**Records from a collection**
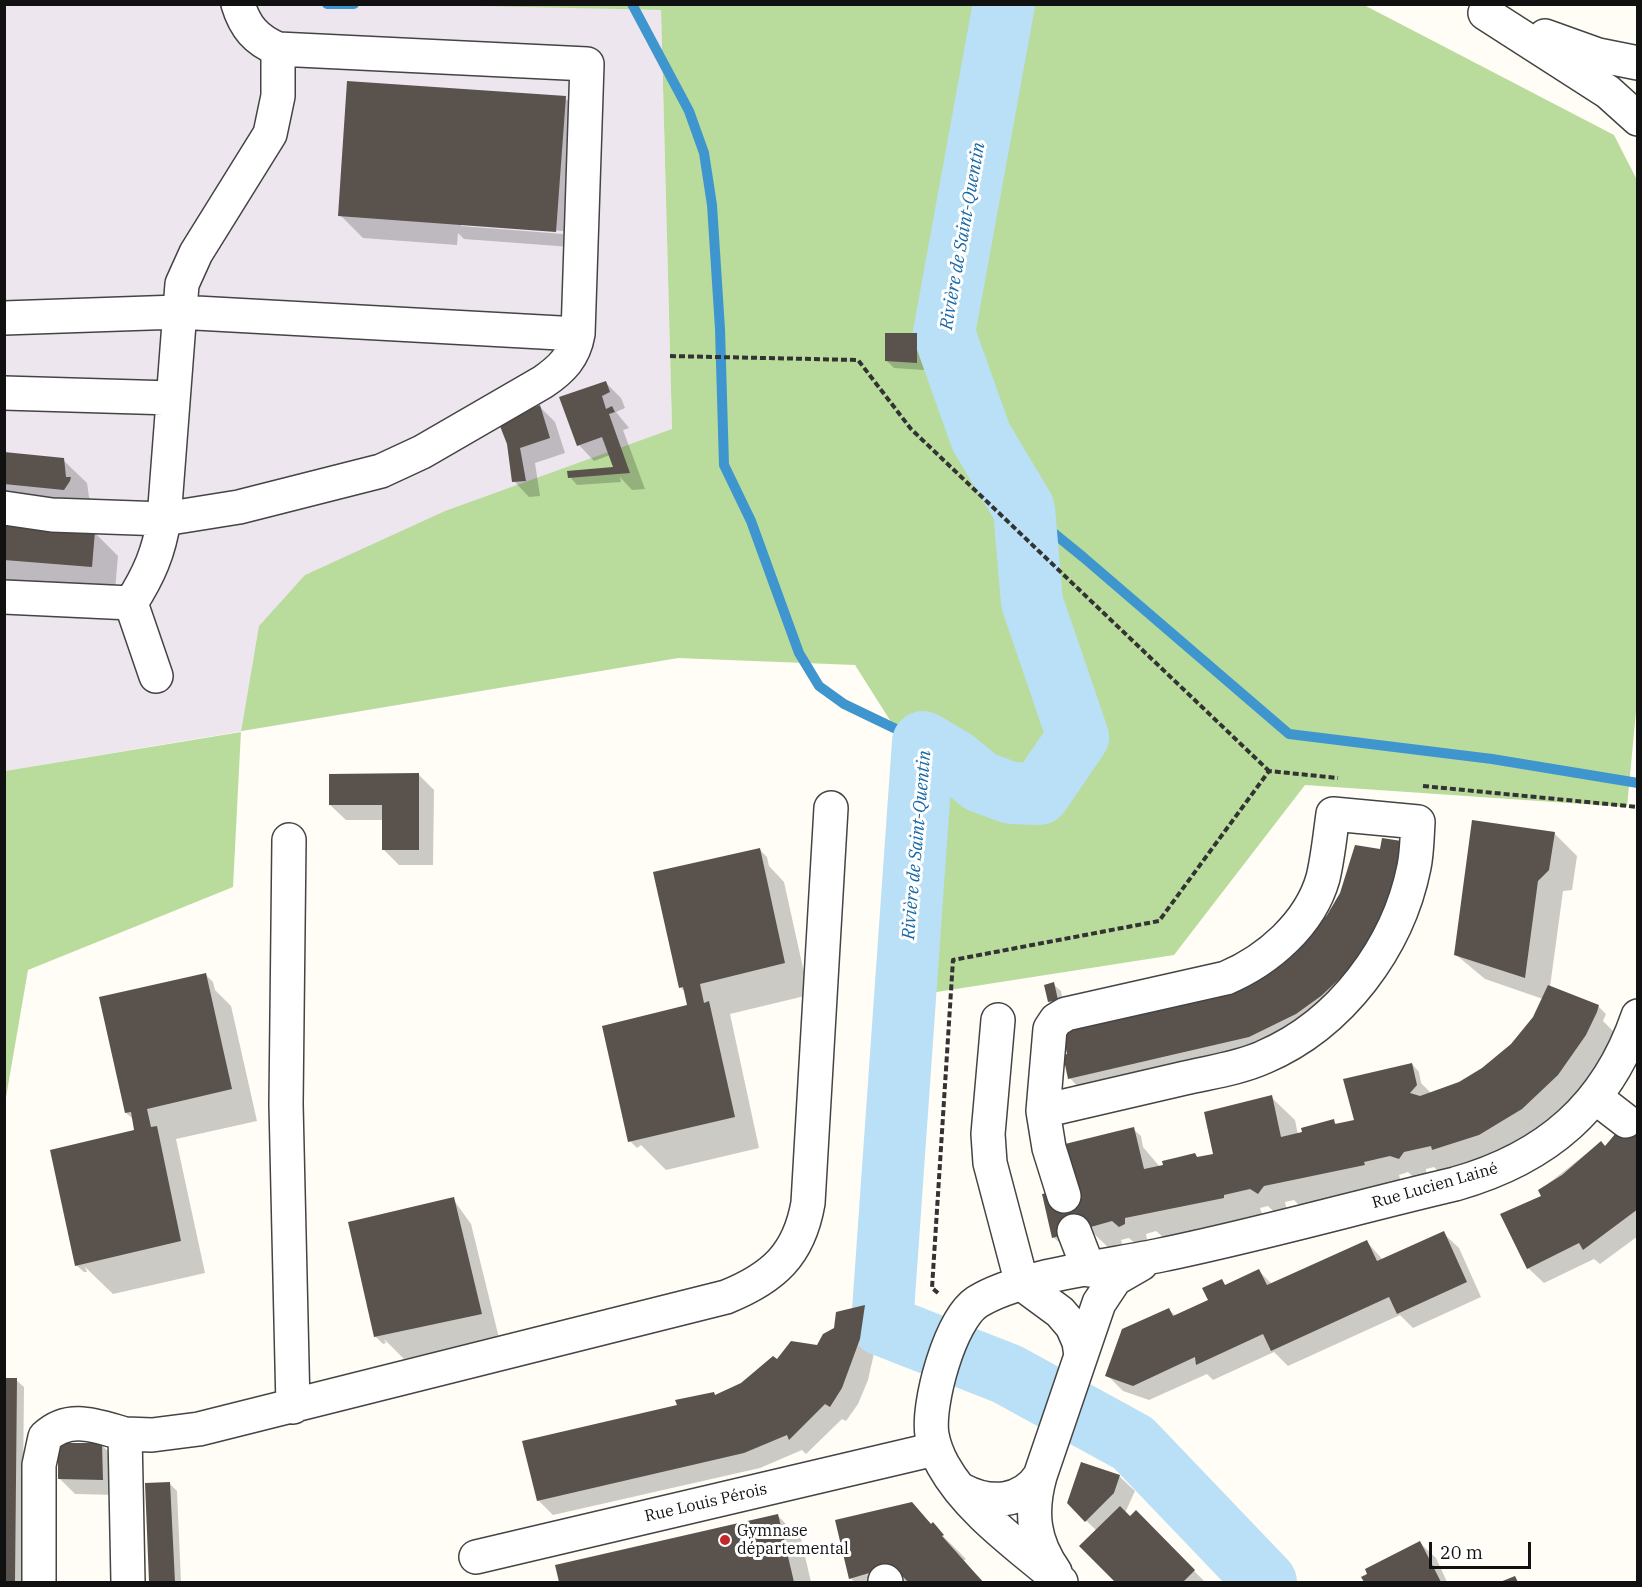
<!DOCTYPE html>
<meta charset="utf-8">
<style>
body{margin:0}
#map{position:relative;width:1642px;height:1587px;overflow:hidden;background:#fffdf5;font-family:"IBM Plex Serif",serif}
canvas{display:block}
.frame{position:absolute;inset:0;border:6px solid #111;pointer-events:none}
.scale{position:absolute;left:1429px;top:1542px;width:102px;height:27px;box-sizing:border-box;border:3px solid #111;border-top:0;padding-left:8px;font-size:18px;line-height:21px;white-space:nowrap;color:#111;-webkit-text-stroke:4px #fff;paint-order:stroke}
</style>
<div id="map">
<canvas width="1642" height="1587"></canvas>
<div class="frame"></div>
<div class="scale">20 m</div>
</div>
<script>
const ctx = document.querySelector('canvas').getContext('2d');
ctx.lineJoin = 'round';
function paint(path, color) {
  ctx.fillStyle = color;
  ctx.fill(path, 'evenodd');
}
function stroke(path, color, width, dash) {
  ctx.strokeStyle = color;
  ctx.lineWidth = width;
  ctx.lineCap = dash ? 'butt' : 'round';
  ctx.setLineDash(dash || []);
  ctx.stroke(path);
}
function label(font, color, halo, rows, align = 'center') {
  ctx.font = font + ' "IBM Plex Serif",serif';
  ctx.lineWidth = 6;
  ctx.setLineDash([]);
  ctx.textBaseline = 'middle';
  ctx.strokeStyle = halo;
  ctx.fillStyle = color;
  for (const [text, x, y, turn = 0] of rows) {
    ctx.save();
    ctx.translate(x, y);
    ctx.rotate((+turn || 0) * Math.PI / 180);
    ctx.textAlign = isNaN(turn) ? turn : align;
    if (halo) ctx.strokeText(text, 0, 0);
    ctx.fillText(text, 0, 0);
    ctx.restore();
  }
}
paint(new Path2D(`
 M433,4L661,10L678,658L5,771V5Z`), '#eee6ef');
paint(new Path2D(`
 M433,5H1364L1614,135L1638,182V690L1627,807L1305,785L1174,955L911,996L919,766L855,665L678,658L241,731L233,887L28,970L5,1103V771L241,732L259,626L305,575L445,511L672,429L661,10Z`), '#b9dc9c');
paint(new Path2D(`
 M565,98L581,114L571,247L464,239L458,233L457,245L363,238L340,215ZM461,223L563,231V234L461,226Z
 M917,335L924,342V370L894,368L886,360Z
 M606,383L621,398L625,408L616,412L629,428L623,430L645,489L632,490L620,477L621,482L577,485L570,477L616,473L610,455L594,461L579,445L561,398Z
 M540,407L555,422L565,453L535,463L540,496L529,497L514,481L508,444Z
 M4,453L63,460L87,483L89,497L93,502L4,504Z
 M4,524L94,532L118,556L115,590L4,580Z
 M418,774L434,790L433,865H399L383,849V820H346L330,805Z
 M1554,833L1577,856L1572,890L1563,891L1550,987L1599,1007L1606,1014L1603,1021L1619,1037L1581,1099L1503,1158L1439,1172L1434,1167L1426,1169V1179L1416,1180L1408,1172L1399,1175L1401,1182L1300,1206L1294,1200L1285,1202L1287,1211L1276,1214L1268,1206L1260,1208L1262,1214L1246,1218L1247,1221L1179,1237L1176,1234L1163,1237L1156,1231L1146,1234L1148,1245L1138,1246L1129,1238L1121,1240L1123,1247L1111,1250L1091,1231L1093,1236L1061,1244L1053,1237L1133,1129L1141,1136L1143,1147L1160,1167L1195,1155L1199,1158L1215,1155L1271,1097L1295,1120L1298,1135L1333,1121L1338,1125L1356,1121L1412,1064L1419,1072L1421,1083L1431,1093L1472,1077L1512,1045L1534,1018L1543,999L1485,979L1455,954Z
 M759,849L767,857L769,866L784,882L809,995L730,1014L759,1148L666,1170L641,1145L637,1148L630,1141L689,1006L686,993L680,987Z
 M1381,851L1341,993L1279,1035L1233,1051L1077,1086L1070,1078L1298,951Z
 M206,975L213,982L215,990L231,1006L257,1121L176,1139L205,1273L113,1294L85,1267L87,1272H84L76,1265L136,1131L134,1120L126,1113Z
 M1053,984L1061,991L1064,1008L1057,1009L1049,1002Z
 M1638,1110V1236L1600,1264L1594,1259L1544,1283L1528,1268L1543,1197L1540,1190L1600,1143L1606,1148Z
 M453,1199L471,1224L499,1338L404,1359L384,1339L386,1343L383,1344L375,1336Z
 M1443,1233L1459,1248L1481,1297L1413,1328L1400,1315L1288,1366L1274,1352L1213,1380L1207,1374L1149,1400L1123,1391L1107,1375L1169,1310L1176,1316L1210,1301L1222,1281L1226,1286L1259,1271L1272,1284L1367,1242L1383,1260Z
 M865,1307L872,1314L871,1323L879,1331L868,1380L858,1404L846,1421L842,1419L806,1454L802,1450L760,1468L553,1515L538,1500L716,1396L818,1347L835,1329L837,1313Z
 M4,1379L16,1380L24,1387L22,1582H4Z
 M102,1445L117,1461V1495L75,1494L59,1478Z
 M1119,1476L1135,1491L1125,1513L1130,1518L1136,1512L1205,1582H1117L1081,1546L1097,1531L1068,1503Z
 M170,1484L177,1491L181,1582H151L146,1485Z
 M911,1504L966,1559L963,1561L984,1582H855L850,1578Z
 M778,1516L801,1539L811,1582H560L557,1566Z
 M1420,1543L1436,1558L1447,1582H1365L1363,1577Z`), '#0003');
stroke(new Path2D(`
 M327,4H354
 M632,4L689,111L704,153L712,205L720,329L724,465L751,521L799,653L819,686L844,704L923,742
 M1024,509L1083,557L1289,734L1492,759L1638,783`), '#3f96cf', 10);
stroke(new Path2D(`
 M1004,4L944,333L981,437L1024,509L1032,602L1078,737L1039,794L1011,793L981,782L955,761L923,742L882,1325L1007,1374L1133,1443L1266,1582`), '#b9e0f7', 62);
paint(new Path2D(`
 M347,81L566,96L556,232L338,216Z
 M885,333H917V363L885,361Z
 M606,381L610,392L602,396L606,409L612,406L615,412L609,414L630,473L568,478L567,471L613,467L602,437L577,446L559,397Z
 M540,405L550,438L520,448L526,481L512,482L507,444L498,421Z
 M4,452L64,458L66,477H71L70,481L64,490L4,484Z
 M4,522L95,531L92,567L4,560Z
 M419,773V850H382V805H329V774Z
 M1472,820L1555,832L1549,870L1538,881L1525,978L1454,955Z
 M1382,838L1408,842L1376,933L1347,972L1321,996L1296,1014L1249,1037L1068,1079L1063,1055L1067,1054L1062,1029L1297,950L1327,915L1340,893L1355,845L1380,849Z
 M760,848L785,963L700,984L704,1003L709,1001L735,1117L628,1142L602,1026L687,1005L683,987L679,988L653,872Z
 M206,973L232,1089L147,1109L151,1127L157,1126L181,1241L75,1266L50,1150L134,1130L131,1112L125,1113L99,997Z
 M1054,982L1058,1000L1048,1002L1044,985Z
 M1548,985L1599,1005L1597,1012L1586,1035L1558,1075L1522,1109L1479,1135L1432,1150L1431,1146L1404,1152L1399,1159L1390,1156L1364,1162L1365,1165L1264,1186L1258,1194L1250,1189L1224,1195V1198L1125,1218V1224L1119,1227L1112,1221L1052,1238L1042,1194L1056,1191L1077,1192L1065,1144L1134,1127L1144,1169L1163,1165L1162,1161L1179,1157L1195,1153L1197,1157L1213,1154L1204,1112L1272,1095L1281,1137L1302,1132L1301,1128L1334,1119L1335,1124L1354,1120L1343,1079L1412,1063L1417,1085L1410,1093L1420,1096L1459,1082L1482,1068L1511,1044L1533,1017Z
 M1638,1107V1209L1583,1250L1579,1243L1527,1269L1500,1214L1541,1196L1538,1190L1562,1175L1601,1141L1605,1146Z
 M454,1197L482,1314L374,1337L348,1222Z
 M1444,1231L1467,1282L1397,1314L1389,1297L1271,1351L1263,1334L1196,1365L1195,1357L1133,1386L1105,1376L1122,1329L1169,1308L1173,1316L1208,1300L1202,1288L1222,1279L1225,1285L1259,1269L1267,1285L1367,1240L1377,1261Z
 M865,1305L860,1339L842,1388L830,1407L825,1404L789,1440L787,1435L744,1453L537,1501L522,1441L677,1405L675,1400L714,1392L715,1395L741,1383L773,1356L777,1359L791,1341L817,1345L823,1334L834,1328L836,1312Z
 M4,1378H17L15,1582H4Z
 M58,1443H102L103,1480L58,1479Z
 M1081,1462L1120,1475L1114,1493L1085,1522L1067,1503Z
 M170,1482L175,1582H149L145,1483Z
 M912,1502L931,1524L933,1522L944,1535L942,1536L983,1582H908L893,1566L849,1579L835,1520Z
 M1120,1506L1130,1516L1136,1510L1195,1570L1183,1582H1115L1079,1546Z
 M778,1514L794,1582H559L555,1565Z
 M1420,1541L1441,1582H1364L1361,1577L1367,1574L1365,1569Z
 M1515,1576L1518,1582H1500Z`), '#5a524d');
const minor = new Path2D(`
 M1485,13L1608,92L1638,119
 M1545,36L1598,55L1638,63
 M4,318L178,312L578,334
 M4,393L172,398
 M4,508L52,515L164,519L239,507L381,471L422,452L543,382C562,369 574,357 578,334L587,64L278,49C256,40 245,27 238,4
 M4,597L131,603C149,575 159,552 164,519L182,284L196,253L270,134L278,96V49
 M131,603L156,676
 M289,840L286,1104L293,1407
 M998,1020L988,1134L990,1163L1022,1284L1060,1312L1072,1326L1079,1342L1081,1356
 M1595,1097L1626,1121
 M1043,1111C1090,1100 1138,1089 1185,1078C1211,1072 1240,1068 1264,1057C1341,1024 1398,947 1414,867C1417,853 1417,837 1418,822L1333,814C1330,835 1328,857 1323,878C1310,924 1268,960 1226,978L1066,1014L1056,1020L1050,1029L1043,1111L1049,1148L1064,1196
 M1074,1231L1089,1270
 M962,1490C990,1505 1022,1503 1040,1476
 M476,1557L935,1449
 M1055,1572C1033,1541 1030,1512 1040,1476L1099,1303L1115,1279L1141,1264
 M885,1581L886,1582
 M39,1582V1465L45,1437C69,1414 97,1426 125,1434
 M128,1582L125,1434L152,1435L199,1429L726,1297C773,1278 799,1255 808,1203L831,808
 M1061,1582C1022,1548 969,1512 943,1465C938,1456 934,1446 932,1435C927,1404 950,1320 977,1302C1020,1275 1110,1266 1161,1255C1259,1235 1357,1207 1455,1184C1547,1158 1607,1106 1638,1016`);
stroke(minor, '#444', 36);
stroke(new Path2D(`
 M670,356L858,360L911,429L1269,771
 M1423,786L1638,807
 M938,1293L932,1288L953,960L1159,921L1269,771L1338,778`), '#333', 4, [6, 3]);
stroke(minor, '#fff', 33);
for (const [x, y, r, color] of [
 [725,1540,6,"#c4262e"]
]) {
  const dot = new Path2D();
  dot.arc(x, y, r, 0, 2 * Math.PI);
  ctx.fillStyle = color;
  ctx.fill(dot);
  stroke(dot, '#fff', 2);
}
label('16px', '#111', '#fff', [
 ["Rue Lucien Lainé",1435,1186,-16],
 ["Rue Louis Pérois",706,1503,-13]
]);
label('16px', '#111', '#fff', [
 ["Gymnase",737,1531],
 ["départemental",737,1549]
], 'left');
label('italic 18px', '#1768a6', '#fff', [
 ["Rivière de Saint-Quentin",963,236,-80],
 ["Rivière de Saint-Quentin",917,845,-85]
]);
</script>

**Assignment**
Give the number of lines in the records above in which the word "setLineDash" appears. Include no other text.

**Exercise solution**
2